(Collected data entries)
--- --- ---
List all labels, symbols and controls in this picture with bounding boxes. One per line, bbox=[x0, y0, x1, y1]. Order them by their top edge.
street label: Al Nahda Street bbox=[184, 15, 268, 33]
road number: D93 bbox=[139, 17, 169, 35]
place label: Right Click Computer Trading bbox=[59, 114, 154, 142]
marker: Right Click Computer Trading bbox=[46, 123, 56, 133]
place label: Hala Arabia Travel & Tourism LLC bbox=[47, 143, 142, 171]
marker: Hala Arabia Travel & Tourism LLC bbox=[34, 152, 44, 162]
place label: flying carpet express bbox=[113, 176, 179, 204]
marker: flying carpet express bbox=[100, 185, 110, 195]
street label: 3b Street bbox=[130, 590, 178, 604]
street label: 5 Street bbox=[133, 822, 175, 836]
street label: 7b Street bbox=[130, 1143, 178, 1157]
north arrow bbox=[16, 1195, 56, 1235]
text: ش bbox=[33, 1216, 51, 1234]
--- --- ---
Retype the entries above exactly as they appear.

List all labels, symbols and controls in this picture with bounding boxes. One per line, bbox=[x0, y0, x1, y1]. Order them by their top edge.
street label: Al Nahda Street bbox=[184, 15, 268, 33]
road number: D93 bbox=[139, 17, 169, 35]
place label: Right Click Computer Trading bbox=[59, 114, 154, 142]
marker: Right Click Computer Trading bbox=[46, 123, 56, 133]
place label: Hala Arabia Travel & Tourism LLC bbox=[47, 143, 142, 171]
marker: Hala Arabia Travel & Tourism LLC bbox=[34, 152, 44, 162]
place label: flying carpet express bbox=[113, 176, 179, 204]
marker: flying carpet express bbox=[100, 185, 110, 195]
street label: 3b Street bbox=[130, 590, 178, 604]
street label: 5 Street bbox=[133, 822, 175, 836]
street label: 7b Street bbox=[130, 1143, 178, 1157]
north arrow bbox=[16, 1195, 56, 1235]
text: ش bbox=[33, 1216, 51, 1234]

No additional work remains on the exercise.